Während die drei Herren zum Spass Raketen durch die Ozonschicht schiessen und die Atmosphäre verpesten, als gäbe es keine Klimakrise, sterben Menschen bei Rekordhitzewellen in Nordamerika und Überflutungen in Europa und Asien. Und nur wenige Stunden, nachdem der erste Raketen-Milliardär seine Heldentat mit Champagner begoss, meldete das Welternährungsprogramm eine dramatische Verschlimmerung des Welthungers.

Extreme soziale Ungleichheit bedroht die Demokratie und das Klima

Extreme Ungleichheit ist nicht nur ungerecht, sie kann auch zur Bedrohung für die Demokratie werden.  An der Urne zählt jede Stimme gleich viel, doch was ist, wenn im öffentlichen Diskurs und in den Ohren von Entscheidungsträger*innen reiche Stimmen teilweise sehr viel mehr Gewicht erhalten? Wenn Superreiche oder Konzerne ihre Macht einsetzen, um politische Prozesse oder mediale Berichterstattung zum eigenen Vorteil zu beeinflussen, wird der Abbau von Ungleichheit erschwert und das Vertrauen in die Demokratie untergraben.

Hochrechnungen des Stockholm Environment Institute und Oxfam zufolge verursachte das einkommensreichste Prozent der Weltbevölkerung 2015 mehr als doppelt so viel klimaschädliche Emissionen wie die ärmere Hälfte der Weltbevölkerung. Je weiter man die Reichtumspyramide nach oben schaut, um so drastischer steigen die Emissionen, wobei klimaschädliche Kapitalanlagen und Flüge die grössten Posten im Klimafussabdruck der Ultra-Reichen darstellen. Klimagerechtigkeit und Klimaschutz sind also eng verwoben mit Fragen von sozialer Ungleichheit.

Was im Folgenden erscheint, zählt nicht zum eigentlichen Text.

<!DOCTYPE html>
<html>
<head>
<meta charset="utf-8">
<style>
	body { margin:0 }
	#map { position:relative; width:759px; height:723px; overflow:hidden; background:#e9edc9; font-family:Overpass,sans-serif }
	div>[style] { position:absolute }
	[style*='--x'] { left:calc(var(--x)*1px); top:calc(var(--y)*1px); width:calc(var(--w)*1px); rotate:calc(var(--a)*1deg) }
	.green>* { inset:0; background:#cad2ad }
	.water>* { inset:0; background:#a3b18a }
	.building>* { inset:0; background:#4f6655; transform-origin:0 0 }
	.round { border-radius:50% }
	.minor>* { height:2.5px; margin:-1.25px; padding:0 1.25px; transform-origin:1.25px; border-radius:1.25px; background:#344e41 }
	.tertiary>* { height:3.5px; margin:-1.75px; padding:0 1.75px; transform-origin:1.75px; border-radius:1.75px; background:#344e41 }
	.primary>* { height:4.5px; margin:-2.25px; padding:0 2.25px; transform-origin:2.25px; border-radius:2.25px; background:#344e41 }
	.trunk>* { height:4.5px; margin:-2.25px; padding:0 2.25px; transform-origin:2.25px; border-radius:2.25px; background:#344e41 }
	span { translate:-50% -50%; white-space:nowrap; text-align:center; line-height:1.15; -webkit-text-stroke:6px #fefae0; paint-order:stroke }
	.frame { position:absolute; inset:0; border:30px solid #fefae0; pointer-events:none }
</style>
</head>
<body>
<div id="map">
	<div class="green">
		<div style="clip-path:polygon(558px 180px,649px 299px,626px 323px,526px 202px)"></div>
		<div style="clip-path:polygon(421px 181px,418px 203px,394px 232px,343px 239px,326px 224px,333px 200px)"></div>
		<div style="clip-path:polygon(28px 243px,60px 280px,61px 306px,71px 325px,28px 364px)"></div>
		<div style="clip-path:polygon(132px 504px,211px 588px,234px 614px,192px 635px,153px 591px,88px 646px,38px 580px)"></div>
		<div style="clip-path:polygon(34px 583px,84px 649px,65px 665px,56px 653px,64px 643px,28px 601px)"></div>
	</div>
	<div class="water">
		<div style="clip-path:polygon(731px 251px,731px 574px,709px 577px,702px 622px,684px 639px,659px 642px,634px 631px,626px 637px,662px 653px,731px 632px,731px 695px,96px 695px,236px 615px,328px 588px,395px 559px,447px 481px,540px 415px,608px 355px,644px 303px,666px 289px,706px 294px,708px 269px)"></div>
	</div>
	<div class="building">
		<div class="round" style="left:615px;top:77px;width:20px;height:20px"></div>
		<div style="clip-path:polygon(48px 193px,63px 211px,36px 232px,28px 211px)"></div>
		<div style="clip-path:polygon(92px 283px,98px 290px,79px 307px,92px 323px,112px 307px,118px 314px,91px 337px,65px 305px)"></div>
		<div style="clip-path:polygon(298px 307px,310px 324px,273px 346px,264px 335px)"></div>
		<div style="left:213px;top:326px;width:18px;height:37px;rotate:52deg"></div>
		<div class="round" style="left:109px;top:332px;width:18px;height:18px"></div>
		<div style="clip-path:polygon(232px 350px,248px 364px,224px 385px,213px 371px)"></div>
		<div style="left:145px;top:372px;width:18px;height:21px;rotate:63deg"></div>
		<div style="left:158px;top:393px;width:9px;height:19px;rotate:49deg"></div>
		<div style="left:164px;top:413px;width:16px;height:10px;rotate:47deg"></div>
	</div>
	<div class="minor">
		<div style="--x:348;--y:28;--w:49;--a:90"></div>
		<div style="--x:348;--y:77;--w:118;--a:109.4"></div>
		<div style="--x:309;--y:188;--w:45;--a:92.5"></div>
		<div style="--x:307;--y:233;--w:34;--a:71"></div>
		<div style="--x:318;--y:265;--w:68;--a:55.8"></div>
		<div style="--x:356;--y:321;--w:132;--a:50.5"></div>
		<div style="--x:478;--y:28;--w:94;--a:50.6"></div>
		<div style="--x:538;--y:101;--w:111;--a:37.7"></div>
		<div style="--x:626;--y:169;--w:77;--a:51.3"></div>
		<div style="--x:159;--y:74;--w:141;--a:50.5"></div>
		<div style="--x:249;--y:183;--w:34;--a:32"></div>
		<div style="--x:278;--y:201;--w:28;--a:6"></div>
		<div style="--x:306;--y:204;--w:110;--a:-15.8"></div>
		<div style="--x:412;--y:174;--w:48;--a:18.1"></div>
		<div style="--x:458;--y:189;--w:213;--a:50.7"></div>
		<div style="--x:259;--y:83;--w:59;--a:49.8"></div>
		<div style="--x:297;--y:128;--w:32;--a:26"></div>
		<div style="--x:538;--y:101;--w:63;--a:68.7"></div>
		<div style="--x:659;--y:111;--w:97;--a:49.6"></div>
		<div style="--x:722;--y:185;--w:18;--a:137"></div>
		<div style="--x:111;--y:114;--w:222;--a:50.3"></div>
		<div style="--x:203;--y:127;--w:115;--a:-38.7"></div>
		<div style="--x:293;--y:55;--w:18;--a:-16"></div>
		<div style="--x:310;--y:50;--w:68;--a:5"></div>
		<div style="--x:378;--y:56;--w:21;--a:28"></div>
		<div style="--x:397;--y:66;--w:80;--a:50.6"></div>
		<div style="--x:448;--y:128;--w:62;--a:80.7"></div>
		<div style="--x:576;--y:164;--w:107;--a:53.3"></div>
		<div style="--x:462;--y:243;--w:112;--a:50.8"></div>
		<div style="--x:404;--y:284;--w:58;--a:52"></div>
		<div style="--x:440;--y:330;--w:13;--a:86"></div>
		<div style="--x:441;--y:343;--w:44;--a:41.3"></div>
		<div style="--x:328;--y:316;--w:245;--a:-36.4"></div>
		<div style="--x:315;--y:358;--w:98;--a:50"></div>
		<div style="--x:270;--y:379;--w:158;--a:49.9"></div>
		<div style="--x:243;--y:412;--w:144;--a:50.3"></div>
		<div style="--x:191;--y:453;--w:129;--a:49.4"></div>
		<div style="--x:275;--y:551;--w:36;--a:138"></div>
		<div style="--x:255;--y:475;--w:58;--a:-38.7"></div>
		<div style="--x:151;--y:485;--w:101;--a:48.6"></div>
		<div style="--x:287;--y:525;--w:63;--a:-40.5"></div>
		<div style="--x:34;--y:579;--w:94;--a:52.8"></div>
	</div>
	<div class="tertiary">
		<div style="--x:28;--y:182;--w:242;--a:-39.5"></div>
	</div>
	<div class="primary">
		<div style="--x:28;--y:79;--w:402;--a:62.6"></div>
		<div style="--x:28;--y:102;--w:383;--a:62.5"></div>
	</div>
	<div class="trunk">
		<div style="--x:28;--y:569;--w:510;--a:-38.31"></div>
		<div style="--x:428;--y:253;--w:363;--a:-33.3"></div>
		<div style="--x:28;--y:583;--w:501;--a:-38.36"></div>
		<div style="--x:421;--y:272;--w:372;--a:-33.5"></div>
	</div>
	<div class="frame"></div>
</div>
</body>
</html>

Sogar die Weltbank muss heute der Tatsache ins Auge sehen, dass sich Armut nur erfolgreich bekämpfen lässt, wenn die extreme Ungleichheit reduziert und die Wirtschaft so gestaltet wird, dass sie Wohlstand in der Breite statt an der Spitze der Gesellschaft mehrt. Der Internationale Wahrungsfond (IMF), einst die Bastion neoliberaler Wirtschaftspolitik, versucht mit einem fast schon lustigen Video-Clip den Eindruck zu erwecken, der Kampf gegen Ungleichheit sei schon immer sein Herzensanliegen gewesen.

Weitere Informationen

  • Was ist soziale Ungleichheit?

    Unter Sozialer Ungleichheit verstehen wir Unterschiede zwischen Menschen oder Gruppen von Menschen einer Gesellschaft bezüglich ihrer Verfügungsgewalt über materielle und immaterielle wirtschaftliche Ressourcen (wie Kapital und Produktionsmittel, Lohn und Einkommen, Güter, Dienstleistungen und Vermögenswerte, Land und Immobilien, natürliche Ressourcen, Daten, Patente und andere immaterielle Eigentumsrechte), die einen starken bestimmenden Einfluss auf ihre gesellschaftliche Position, ihre mögliche Lebensweise und -perspektive, ihre gesellschaftliche Teilhabe sowie ihren Einfluss auf wirtschaftliche und politische Entscheidungen haben.

    Soziale Ungleichheit ist eng verwoben mit anderen, nicht primär ökonomischen Dimensionen gesellschaftlicher Ungleichheit und Diskriminierung, z.B. nach Gender und Herkunft (Intersektionalität von Ungleichheit).

«Excessive inequality is bad for growth. But it isn‘t inevitable.» IMF-Video, Quelle: imf.org/inequality

Bemerkenswert dabei: nicht der Wunsch nach mehr Gerechtigkeit, sondern die Angst vor stockendem Wirtschaftswachstum und Unruhen treiben den IMF an.

Soziale Ungleichheit nimmt zu

Die Credit Suisse schätzt, dass das reichste Prozent der erwachsenen Weltbevölkerung im Jahr 2019 43,4% des weltweiten Vermögens auf sich vereinte. Nach Berechnungen von Oxfam besassen die 2’153 Dollar-Milliardär*innen der Welt (nur jede neunte davon ist eine Frau) mehr Vermögen als die ärmsten 60% der Weltbevölkerung (4,6 Milliarden Menschen), welche über praktisch keinerlei Rücklagen für Krisenzeiten verfügen.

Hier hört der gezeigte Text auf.